The International Space Station Lacks Microbial Diversity. Is It Too Clean?
upstart writes:
With air filters and weekly wipe-downs and vacuuming, NASA goes to great lengths to keep the International Space Station clean so that astronauts stay healthy. But astronauts still often experience health problems like immune dysfunction, skin rashes and other inflammatory conditions. One reason may be because the ISS might be too clean, a new study suggests.
Microbes, tiny living organisms like bacteria and viruses, play an important role in human health. But samples of surfaces in the ISS reflect a striking lack of microbial diversity, Rodolfo Salido Benitez, a bioengineer at University of California, San Diego, and colleagues report February 27 in Cell.
[...] Inside and outside the body, microbes compete for resources and space, so maintaining a diverse set keeps any one of them from taking over and causing an health problems. Low microbial diversity in hospitals, for example, leads to a higher risk of infection. Even the microbes in your house can affect your health. One study found that Amish communities have a lower risk of asthma than other communities with similar lifestyles because their household dust contains microbes from farm animals.

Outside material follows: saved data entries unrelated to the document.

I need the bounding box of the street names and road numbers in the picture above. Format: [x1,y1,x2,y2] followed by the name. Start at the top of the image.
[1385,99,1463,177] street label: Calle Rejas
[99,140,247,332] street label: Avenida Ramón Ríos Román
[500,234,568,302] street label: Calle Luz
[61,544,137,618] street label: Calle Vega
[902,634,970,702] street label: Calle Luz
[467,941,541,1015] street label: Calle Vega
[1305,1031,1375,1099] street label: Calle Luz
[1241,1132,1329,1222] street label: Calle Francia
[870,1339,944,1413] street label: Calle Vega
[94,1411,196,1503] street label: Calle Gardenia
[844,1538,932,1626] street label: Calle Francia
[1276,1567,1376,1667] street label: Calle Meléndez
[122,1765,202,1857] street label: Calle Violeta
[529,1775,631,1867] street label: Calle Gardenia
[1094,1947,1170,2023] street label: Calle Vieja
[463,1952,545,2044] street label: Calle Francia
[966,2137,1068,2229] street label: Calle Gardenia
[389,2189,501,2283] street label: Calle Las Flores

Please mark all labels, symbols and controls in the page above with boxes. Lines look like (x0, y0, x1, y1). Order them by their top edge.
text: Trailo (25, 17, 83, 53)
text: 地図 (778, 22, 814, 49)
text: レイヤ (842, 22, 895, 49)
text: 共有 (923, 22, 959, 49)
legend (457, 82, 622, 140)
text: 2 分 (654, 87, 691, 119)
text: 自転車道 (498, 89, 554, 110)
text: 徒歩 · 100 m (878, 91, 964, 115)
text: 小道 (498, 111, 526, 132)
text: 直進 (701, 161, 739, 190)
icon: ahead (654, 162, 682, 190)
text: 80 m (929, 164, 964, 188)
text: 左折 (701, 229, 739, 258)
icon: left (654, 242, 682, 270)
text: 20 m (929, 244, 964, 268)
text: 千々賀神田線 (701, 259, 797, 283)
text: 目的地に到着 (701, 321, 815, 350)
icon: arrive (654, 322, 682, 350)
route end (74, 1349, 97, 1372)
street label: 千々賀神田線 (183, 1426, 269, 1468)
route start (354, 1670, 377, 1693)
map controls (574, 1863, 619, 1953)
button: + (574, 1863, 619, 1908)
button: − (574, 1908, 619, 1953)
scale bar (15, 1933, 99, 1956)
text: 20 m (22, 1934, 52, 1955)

[...] Maintaining a healthy diversity of microbes in confined spaces will be a growing concern as astronauts spend more time in space and new missions begin. Scientists will need to test new ways of adding more "good germs" to the mix, like bringing animals aboard or stocking the ISS pantry with fermented foods, says Pieter Dorrestein, a chemical biologist at UC San Diego.
"The reality is that we're going to inhabit space at some point, so this work will give us the first insight in terms of the things that we need to add and remove," Dorrestein says. "The most important message that we can pass on is how important is to not only look at what's present, but also what's absent."